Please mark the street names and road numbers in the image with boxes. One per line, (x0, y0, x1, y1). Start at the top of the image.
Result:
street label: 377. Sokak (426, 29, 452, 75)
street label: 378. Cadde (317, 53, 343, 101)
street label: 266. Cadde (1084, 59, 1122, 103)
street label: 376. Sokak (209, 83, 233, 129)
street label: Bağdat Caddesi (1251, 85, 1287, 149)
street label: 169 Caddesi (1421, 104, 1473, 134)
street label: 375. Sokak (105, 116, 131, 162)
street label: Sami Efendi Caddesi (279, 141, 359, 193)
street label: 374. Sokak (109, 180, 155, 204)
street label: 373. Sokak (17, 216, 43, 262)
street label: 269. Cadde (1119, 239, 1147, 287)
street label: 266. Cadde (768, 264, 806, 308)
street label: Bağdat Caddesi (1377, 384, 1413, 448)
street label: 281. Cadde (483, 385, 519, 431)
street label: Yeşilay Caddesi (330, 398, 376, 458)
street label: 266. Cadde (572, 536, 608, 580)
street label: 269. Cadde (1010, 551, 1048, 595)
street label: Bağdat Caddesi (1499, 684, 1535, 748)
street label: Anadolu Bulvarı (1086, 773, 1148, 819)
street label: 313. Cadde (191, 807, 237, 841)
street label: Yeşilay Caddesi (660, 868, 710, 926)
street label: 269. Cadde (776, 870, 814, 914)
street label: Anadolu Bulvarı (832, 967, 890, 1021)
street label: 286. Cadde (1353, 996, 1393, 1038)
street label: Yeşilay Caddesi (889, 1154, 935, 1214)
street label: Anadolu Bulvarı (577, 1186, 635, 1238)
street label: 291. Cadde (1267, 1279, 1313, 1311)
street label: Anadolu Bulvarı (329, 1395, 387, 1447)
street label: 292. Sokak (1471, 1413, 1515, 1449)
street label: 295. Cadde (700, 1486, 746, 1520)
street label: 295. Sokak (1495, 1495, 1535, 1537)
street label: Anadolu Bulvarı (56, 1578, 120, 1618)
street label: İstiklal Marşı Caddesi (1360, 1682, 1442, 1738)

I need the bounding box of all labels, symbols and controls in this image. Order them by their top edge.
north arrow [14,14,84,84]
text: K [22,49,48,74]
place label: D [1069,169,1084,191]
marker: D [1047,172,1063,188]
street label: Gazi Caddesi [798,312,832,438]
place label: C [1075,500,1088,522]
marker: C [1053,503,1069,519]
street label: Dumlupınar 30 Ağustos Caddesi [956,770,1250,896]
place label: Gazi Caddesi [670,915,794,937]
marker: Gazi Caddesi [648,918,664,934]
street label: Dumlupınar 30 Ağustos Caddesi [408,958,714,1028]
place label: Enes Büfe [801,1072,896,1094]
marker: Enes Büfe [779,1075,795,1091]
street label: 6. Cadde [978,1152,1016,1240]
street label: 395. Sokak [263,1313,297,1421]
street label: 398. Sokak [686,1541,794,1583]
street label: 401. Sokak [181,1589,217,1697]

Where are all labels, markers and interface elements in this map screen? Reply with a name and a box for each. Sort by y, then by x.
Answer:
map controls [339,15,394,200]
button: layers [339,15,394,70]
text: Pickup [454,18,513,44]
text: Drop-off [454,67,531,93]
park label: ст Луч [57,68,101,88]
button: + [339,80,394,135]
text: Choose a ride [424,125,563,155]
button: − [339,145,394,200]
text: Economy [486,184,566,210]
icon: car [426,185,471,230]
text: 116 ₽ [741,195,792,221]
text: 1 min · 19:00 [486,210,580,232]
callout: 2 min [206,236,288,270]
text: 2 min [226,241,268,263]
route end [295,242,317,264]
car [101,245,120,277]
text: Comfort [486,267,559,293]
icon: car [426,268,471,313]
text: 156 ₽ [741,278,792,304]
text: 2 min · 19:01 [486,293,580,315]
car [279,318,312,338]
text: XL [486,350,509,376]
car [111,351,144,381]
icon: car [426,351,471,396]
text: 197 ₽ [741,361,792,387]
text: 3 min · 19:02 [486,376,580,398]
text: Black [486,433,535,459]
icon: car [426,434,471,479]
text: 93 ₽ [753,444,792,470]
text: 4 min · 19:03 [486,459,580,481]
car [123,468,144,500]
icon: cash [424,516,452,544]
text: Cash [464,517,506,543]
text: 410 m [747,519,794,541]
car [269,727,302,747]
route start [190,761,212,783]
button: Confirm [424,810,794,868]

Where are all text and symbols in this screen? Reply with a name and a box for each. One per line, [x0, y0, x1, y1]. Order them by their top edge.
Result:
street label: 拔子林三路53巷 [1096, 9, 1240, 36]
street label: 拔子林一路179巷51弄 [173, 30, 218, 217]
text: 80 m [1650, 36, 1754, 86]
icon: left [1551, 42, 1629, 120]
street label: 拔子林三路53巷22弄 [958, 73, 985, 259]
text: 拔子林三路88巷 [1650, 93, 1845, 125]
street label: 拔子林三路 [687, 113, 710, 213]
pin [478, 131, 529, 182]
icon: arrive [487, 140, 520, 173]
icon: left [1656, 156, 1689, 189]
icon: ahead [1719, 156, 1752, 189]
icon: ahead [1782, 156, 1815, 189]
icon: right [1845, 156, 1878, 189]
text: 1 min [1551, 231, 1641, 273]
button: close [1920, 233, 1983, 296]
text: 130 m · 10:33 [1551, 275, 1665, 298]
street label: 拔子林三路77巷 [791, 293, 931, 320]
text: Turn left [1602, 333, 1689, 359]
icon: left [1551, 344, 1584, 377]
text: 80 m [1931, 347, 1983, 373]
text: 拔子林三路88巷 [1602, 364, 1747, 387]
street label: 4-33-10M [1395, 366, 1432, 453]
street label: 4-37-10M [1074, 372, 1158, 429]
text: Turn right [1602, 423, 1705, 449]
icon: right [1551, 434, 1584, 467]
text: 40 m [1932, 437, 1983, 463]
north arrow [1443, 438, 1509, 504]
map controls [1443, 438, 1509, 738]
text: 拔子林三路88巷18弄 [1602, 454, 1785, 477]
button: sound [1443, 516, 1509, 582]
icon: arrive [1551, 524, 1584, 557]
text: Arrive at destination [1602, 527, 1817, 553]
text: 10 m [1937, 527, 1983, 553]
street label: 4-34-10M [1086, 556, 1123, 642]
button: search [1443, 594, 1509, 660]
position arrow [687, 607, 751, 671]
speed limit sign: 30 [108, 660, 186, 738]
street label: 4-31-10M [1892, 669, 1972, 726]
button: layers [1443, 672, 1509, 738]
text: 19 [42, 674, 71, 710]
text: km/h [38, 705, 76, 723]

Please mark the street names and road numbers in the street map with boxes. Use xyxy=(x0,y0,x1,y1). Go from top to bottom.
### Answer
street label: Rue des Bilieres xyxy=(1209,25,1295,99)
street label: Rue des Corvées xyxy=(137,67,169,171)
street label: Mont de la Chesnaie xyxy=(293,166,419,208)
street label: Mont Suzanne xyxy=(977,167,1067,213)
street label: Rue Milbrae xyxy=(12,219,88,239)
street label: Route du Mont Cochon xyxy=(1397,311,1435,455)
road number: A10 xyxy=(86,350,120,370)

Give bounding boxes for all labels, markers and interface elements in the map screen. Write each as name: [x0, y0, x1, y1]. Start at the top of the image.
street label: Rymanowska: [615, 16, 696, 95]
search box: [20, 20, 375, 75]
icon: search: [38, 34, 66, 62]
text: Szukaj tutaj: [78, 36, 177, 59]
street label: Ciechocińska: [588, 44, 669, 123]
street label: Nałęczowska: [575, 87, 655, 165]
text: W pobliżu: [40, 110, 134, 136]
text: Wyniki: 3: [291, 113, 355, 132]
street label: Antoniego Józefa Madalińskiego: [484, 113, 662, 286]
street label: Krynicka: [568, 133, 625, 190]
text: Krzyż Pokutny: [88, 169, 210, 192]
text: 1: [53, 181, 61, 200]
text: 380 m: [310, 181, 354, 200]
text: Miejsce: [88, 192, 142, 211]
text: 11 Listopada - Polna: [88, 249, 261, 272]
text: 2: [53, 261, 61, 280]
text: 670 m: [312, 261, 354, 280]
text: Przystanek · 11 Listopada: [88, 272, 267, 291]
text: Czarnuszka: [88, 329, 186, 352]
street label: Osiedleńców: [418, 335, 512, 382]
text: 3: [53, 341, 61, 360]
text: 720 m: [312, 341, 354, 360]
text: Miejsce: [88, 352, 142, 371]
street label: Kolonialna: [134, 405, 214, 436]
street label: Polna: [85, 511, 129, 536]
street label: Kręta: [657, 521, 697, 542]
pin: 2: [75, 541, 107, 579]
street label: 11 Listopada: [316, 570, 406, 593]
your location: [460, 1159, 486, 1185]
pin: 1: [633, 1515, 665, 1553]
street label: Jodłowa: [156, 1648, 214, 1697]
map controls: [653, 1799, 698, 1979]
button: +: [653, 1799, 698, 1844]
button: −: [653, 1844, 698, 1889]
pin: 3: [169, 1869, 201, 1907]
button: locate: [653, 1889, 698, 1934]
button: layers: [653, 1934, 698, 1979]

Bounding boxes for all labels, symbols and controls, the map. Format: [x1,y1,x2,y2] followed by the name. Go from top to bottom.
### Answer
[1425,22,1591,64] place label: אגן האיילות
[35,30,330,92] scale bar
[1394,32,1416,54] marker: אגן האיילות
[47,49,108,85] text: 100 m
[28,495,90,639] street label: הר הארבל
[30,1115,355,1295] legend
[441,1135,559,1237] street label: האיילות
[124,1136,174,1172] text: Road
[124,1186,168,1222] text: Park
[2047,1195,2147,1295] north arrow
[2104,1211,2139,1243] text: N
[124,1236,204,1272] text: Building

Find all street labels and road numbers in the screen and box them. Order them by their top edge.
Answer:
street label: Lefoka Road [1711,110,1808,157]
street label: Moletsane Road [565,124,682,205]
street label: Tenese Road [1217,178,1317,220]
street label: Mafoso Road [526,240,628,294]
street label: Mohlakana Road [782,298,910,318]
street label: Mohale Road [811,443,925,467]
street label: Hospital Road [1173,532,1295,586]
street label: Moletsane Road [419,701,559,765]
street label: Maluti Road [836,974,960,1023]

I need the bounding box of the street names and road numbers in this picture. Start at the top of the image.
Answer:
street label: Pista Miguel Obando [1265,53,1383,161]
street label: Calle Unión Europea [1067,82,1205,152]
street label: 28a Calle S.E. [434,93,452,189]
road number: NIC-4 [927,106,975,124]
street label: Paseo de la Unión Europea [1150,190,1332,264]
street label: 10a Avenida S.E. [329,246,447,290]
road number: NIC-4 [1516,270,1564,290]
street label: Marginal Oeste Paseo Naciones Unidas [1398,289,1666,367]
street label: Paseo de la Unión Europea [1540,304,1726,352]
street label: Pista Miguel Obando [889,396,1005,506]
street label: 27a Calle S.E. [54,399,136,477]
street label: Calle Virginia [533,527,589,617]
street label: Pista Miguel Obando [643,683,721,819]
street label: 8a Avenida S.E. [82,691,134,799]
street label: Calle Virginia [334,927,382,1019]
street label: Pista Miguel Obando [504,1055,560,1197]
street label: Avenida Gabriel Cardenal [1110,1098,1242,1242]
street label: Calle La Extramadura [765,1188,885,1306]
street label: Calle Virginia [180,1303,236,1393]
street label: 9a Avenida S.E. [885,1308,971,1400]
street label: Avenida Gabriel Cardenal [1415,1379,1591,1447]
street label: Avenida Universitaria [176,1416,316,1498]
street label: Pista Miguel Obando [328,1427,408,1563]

- [THE TASK]
Work out how many lines of the preceding data contain the word "bottom". Reply with that number only.

- [SOLUTION TO THE PROBLEM]
2